# Problem requirements:
Retype the data that follows line by line, exactly, and leave its pictures out.

# Information supplied:

--------------------------------------------------

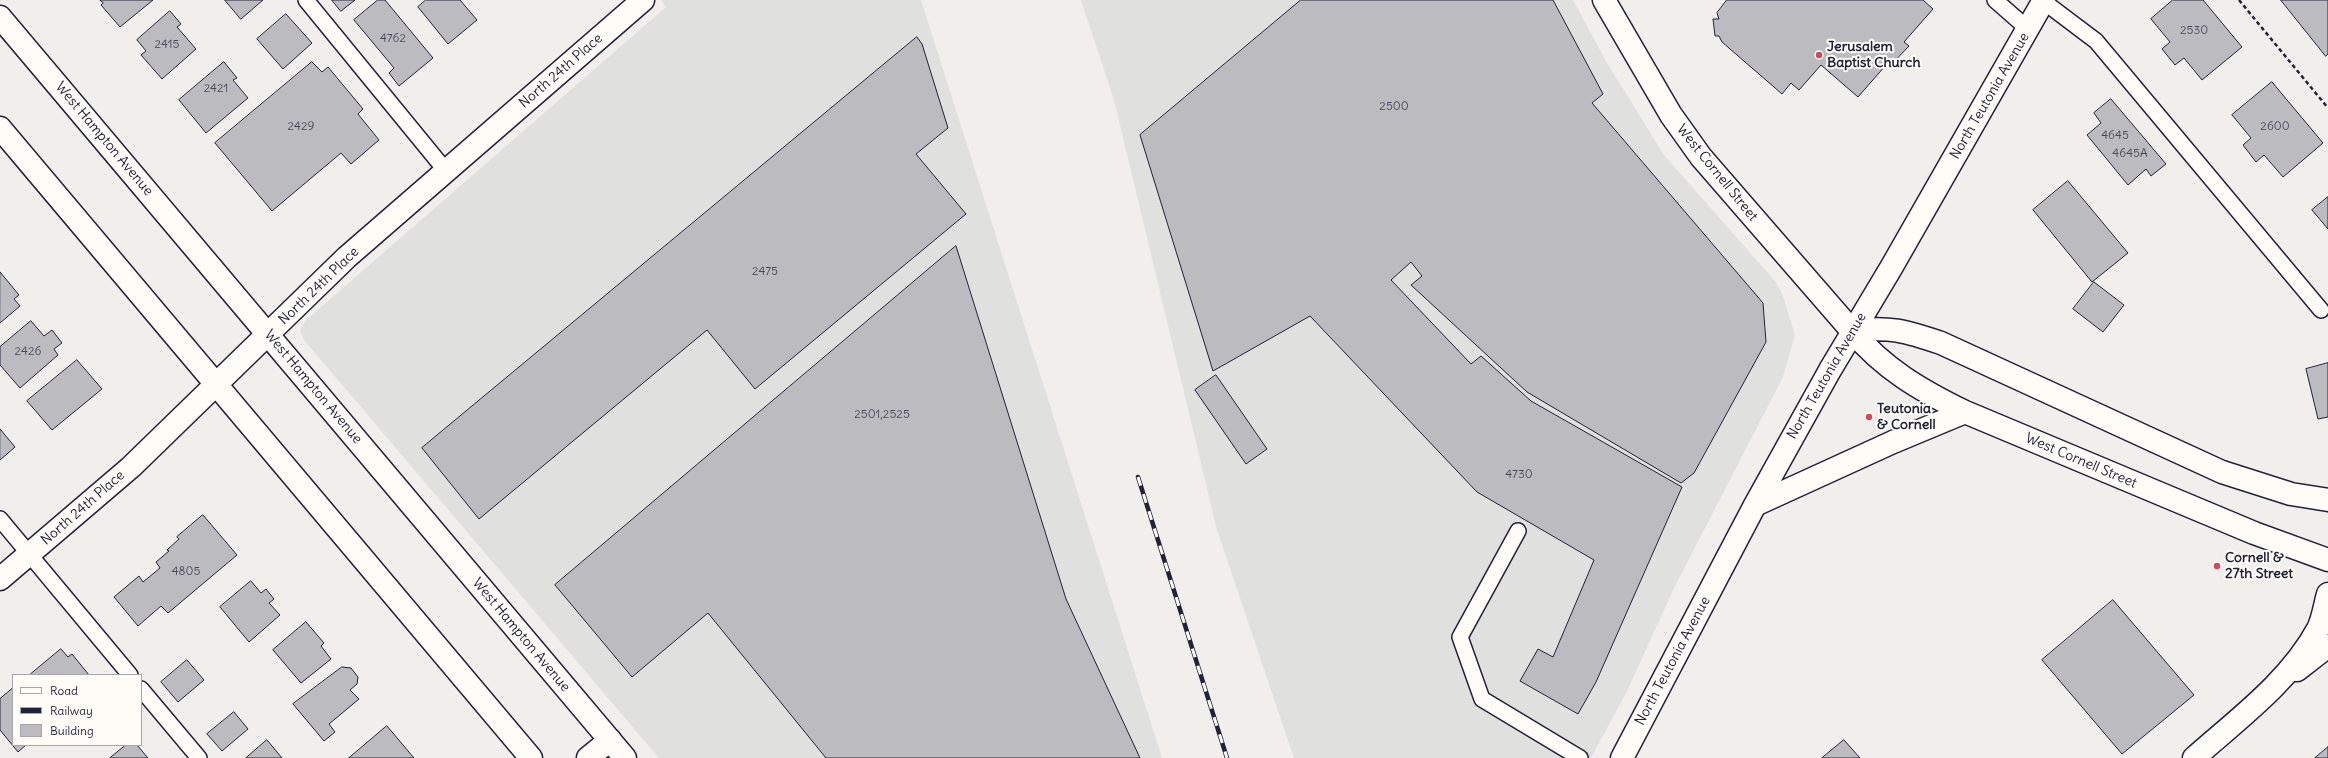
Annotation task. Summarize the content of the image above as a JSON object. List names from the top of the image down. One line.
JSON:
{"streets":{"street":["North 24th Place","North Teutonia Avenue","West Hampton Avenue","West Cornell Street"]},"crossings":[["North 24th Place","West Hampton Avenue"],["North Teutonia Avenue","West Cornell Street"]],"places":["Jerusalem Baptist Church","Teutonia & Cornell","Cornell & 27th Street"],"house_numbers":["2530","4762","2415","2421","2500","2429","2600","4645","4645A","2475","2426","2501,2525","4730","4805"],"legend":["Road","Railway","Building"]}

--------------------------------------------------

# Solution to this task:
Annotation task. Summarize the content of the image above as a JSON object. List names from the top of the image down. One line.
JSON:
{"streets":{"street":["North 24th Place","North Teutonia Avenue","West Hampton Avenue","West Cornell Street"]},"crossings":[["North 24th Place","West Hampton Avenue"],["North Teutonia Avenue","West Cornell Street"]],"places":["Jerusalem Baptist Church","Teutonia & Cornell","Cornell & 27th Street"],"house_numbers":["2530","4762","2415","2421","2500","2429","2600","4645","4645A","2475","2426","2501,2525","4730","4805"],"legend":["Road","Railway","Building"]}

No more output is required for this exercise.